Although the marine bryozoa are most common in the shallow waters of the continental shelf, they have been found at ocean depths of 8000m. The colonies they form can be large gelatinous or calcareous patches involving many thousands of individuals, or long branching chains resembling plants (the "polyzoa" and "moss animalcules" of the early microscopists). This diagram (54 KB) is of Pectinatella, a typical freshwater genus.

Though the individual zooids superficially resemble hydroid polyps such as those of the freshwater Hydra, they are considerably more complex. The freshwater bryozoan Lophopus, shown in these pictures, shows the structural features common to all brozoans -- most conspicuously the numerous long, ciliated tentacles and their supporting structures, collectively called the lophophore, which generates the feeding current and oxygenates the animal.

They provide one of the microscope's most compelling spectacles, especially in darkfield when the movements of suspended particles shows the feeding currents clearly.
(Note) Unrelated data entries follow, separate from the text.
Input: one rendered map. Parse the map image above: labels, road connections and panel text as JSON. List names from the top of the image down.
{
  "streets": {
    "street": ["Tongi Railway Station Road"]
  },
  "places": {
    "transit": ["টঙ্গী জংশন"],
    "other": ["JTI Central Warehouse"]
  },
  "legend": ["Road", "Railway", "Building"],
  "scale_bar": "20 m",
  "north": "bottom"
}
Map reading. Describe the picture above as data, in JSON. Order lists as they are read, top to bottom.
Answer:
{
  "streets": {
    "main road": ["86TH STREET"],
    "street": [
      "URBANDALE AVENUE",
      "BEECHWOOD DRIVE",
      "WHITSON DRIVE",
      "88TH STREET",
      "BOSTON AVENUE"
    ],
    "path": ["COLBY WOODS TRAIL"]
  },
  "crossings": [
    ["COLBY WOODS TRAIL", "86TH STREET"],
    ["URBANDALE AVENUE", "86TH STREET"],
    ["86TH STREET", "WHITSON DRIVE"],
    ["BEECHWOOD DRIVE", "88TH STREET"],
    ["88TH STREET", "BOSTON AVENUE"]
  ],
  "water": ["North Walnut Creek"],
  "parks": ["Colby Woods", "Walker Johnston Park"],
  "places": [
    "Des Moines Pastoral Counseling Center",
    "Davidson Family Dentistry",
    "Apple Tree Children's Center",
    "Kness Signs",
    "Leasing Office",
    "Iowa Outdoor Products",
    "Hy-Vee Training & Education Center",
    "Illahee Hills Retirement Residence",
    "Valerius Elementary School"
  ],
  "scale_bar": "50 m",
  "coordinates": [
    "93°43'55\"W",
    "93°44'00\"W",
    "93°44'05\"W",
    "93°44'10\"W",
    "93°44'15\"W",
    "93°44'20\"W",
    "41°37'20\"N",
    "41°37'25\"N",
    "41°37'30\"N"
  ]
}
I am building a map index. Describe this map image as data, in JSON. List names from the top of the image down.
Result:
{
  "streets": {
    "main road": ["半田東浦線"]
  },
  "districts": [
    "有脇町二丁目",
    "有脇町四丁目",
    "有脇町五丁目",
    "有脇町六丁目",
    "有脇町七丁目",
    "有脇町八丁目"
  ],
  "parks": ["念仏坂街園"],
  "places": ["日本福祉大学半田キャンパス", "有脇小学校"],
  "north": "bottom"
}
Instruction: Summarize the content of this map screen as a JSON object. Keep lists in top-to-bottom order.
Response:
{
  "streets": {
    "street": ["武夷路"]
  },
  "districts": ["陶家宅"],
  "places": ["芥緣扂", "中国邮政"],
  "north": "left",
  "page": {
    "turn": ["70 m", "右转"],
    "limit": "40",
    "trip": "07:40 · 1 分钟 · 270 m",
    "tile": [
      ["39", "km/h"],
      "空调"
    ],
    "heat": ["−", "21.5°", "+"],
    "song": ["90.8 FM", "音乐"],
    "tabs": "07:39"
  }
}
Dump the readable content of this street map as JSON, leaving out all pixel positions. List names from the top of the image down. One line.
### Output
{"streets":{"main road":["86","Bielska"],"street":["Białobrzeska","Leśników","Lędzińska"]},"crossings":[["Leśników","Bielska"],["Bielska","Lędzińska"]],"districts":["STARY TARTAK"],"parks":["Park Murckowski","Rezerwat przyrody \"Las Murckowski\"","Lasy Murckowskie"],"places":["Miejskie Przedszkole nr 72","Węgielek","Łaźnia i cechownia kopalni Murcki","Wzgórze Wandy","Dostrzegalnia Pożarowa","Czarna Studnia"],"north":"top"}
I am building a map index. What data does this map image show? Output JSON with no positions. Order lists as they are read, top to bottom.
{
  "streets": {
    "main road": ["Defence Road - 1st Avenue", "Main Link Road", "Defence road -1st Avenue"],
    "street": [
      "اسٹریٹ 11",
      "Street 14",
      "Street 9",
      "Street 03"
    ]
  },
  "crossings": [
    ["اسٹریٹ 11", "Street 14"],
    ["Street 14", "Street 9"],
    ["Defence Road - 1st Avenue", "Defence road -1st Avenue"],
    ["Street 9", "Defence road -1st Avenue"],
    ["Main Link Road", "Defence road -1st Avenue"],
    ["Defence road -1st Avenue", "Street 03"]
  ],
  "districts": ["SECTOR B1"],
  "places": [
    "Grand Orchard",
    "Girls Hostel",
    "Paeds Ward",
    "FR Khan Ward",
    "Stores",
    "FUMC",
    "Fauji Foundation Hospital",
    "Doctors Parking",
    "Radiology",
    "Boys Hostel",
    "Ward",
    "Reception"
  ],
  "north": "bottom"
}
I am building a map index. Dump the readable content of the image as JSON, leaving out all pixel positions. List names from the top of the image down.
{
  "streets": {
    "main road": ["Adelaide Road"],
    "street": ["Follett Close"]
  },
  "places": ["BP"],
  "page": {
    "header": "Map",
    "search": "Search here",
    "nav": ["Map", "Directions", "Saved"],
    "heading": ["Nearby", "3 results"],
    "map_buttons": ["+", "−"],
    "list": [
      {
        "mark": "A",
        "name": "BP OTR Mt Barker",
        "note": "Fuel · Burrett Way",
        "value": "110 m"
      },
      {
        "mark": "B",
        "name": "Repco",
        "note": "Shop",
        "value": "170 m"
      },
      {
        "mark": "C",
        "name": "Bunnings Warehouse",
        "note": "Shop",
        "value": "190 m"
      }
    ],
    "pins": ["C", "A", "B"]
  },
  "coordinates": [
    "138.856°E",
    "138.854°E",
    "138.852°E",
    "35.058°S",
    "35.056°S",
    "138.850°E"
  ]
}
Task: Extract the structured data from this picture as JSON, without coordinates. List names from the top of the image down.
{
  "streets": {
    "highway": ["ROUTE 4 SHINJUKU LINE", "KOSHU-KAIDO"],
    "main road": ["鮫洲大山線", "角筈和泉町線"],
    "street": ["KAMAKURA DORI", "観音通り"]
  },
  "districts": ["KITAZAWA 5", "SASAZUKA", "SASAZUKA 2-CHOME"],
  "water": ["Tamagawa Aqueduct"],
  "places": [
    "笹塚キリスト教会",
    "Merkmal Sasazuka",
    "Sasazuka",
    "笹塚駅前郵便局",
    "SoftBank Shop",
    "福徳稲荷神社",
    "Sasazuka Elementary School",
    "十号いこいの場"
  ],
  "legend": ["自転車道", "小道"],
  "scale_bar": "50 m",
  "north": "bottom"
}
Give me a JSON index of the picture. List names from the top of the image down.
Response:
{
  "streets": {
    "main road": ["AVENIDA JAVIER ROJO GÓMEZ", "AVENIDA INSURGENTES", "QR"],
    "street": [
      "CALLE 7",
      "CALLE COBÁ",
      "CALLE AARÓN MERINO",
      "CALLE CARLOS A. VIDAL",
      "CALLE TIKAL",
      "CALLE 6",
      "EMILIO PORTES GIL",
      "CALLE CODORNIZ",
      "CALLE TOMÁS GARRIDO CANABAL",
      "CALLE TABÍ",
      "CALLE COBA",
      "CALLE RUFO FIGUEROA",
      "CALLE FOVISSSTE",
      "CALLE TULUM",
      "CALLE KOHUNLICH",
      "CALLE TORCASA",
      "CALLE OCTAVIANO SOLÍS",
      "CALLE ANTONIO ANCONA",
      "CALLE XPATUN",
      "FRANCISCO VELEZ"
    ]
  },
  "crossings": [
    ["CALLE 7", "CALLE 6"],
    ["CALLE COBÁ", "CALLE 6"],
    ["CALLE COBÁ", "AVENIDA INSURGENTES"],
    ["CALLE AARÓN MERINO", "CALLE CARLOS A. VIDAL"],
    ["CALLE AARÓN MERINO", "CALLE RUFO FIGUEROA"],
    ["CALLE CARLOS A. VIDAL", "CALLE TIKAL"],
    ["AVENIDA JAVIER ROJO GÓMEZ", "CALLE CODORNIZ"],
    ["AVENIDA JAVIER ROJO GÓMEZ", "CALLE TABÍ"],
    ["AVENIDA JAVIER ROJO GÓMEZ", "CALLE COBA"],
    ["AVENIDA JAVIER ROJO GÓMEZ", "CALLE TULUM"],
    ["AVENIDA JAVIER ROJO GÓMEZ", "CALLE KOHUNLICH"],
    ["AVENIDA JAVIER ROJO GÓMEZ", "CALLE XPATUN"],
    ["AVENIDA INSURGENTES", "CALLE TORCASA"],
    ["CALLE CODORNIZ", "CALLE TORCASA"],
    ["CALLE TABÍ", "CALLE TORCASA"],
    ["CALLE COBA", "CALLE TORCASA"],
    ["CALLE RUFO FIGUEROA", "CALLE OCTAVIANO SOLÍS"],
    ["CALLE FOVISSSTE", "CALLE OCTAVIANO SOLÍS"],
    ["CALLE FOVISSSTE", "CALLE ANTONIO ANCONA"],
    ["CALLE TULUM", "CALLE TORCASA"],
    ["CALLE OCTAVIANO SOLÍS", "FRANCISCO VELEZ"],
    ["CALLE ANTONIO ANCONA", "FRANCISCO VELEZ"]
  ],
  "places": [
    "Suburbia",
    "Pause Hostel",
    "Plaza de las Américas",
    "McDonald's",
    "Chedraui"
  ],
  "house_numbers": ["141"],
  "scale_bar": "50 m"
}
Here is a diagram of the similar bryozoan Plumatella.


  Lophopus.

Lophopus. A small colony of Lophopus, with part of another visible to the right. It is attatched to a minor branch of a water plant. The individual extended zooids stand about 1mm high. The green plants in the background are the leaves and rootlets of the common duckweed, Lemna.

The oval, seed-like objects seen in the mass of the colony are called statoblasts. They are produced asexually by budding and are capable of surviving winter. In spring the two halves of the armoured outer layers separate, and the emerging zooid produces a new colony by budding. A sexual phase, usually in summer, also occurs.
Nikon F with 55mm macro lens on bellows.
Lophopus. Two zooids from the Lophopus colony above. The U shaped form of the lophophore and its ciliated tentacles is seen. The feeding current generated by them brings food particles -- mostly algal unicells and protozoans -- to a mouth placed at the bend in the U. When disturbed, the lophophore and its tentacles can be quickly retracted into the gelatinous base of the colony.
Rheinberg: x20.
Lophopus. Two small colonies of Lopophus. The gelatinous base of the colony is not firmly attatched, but is capable of drifting along the branch over a period of time.
Nikon F with 55mm macro lens on bellows.